Scan the entries for the word "button" and return every line that has it.

● Task inputs:
##############################

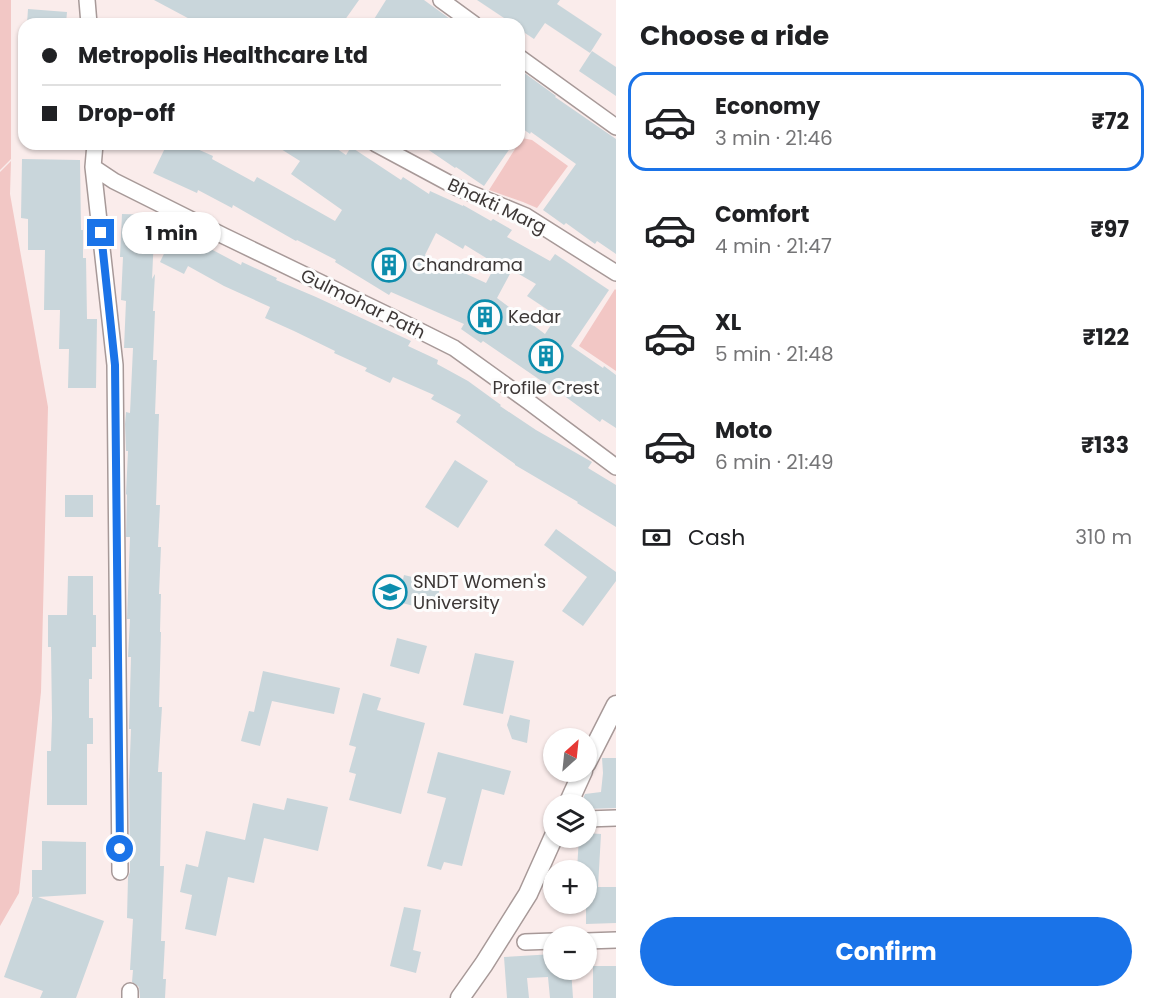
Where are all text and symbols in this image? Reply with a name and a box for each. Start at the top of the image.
text: Choose a ride [640,17,829,54]
text: Metropolis Healthcare Ltd [78,40,368,71]
text: Economy [715,91,820,122]
icon: car [643,95,697,149]
text: Drop-off [78,98,175,129]
text: ₹72 [1092,106,1129,137]
text: 3 min · 21:46 [715,124,833,152]
street label: Bhakti Marg [444,172,551,239]
text: Comfort [715,199,809,230]
icon: car [643,203,697,257]
callout: 1 min [122,212,221,254]
text: ₹97 [1091,214,1129,245]
route end [87,219,114,246]
text: 1 min [145,219,198,247]
text: 4 min · 21:47 [715,232,832,260]
building icon: Chandrama [371,247,407,283]
place label: Chandrama [412,252,523,277]
street label: Gulmohar Path [297,263,430,345]
building icon: Kedar [467,299,503,335]
place label: Kedar [508,304,561,329]
text: XL [715,307,741,338]
icon: car [643,311,697,365]
text: ₹122 [1082,322,1129,353]
building icon: Profile Crest [528,338,564,374]
text: 5 min · 21:48 [715,340,834,368]
place label: Profile Crest [492,375,600,400]
text: Moto [715,415,772,446]
icon: car [643,419,697,473]
text: ₹133 [1081,430,1129,461]
text: 6 min · 21:49 [715,448,834,476]
icon: cash [640,521,673,554]
text: Cash [688,522,745,553]
text: 310 m [1075,523,1132,551]
place label: SNDT Women's University [413,569,546,615]
school or university icon: SNDT Women's University [372,574,408,610]
north arrow [543,728,597,782]
map controls [543,728,597,980]
button: layers [543,794,597,848]
route start [106,835,133,862]
button: + [543,860,597,914]
button: Confirm [640,917,1132,986]
button: − [543,926,597,980]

##############################

● Answer below:
button: layers [543,794,597,848]
button: + [543,860,597,914]
button: Confirm [640,917,1132,986]
button: − [543,926,597,980]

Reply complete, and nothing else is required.